Los ataques a buques en Bandar Leng y Bandar Kong han causado graves daños a la logística civil y militar de Irán en el sur del país. Testigos en las zonas costeras informaron de potentes explosiones y columnas de humo que se elevaban sobre los puertos. La elección de los objetivos indica un intento de Estados Unidos de minimizar la capacidad de Irán para patrullar el Golfo y desestabilizar su flota de petroleros, que ahora está prácticamente paralizada. Sin embargo, Teherán considera el ataque a los buques fondeados en aguas territoriales iraníes como un acto de agresión directa. El nuevo Líder Supremo de Irán, Mojtaba Jamenei, quien cuenta con el apoyo de círculos radicales del CGRI, ya ha ordenado que las fuerzas de defensa costera se pongan en alerta máxima, lo que podría dar lugar a represalias inmediatas contra las bases estadounidenses en Kuwait y Baréin.

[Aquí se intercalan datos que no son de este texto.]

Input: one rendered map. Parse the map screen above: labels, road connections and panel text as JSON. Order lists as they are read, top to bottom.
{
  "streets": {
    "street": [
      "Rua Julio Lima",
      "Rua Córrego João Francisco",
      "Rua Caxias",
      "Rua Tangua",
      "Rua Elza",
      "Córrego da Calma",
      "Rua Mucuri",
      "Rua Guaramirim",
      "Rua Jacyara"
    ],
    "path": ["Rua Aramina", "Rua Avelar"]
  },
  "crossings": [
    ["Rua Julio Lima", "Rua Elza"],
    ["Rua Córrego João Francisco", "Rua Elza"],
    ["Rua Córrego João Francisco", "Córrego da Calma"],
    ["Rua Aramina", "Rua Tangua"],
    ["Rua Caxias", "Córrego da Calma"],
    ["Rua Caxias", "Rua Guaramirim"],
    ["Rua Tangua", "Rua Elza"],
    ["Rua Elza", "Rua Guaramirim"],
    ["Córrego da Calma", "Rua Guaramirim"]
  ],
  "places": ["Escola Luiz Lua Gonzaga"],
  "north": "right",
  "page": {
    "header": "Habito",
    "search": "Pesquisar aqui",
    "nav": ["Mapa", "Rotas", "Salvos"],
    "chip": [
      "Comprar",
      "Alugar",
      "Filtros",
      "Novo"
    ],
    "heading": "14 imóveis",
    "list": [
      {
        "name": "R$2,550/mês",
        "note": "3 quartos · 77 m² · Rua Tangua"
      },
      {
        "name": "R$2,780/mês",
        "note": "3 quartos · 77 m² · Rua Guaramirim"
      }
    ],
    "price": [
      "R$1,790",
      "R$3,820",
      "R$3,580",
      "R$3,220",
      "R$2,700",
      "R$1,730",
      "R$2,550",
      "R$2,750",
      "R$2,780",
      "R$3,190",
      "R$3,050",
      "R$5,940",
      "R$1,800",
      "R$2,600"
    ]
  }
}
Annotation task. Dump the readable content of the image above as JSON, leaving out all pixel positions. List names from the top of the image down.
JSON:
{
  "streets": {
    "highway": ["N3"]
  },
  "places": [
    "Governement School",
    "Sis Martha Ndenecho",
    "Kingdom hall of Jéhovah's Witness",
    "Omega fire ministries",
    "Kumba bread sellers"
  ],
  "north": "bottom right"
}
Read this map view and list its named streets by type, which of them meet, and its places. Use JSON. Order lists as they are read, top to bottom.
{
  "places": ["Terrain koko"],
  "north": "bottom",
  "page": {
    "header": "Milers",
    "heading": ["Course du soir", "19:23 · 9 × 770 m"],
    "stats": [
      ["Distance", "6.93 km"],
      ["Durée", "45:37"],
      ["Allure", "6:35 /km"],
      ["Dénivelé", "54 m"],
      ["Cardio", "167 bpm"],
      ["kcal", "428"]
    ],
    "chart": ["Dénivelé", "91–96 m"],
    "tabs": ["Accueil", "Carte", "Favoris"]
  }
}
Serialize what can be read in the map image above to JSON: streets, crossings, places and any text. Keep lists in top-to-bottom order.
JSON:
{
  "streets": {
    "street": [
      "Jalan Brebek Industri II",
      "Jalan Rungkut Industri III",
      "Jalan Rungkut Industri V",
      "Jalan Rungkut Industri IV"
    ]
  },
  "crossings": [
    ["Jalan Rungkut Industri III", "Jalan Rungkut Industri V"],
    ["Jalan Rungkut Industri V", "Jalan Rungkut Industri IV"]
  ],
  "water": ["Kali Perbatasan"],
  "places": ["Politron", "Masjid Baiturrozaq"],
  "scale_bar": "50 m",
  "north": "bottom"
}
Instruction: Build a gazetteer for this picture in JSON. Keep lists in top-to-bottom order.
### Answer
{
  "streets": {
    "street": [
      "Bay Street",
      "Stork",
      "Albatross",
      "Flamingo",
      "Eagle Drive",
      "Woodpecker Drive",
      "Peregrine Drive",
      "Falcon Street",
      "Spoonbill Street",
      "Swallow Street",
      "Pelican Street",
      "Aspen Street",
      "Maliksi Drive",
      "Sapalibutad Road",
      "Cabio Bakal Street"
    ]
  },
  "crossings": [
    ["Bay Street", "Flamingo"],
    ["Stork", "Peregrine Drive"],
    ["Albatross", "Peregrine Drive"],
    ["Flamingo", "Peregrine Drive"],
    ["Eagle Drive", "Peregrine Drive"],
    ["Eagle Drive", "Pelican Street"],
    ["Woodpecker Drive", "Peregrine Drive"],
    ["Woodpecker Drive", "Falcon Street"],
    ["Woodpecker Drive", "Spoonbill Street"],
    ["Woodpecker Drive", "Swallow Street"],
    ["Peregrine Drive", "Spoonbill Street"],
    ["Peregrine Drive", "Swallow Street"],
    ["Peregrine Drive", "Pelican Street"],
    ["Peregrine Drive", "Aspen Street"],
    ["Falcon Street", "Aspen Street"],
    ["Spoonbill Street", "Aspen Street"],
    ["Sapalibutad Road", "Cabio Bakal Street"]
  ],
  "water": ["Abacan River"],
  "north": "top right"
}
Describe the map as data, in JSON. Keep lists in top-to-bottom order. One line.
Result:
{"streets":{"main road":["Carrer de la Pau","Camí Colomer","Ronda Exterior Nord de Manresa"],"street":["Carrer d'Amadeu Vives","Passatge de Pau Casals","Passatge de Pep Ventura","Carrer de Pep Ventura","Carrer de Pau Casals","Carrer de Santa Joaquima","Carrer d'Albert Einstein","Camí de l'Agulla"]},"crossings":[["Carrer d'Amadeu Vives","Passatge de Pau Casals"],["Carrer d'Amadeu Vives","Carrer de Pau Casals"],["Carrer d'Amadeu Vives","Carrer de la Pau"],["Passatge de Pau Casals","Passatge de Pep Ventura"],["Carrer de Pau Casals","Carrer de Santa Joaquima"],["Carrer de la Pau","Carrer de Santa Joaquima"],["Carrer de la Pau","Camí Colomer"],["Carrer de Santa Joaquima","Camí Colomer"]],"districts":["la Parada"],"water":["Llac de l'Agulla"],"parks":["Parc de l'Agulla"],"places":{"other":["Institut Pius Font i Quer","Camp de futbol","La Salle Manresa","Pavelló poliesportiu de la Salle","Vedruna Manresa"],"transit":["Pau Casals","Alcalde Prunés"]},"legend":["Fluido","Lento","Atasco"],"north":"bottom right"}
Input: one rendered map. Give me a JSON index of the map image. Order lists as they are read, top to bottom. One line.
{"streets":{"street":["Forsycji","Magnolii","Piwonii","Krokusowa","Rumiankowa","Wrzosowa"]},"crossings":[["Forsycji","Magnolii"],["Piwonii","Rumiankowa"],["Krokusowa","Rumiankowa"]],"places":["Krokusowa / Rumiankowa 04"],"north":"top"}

Expertos internacionales señalan que este incidente ocurrió en un momento en que los precios mundiales del petróleo se tambalean por la incertidumbre, y los líderes del G7 intentan estabilizar el mercado recurriendo a reservas estratégicas. El enfrentamiento directo en los puertos de Bandar Lengeh y Bandar Kong socava los intentos de alcanzar un acuerdo diplomático, mencionados previamente por Donald Trump en el contexto de las consultas con Israel. Mientras los buques británicos permanecen bloqueados en los puertos debido a ataques internos, Estados Unidos asume un papel de liderazgo en la aplicación de una fuerte presión sobre Irán. Sin embargo, la destrucción de buques frente a las costas iraníes solo aumenta el riesgo de una guerra a gran escala, que podría detener por completo las exportaciones de energía de la región y tener consecuencias irreversibles para toda la economía mundial.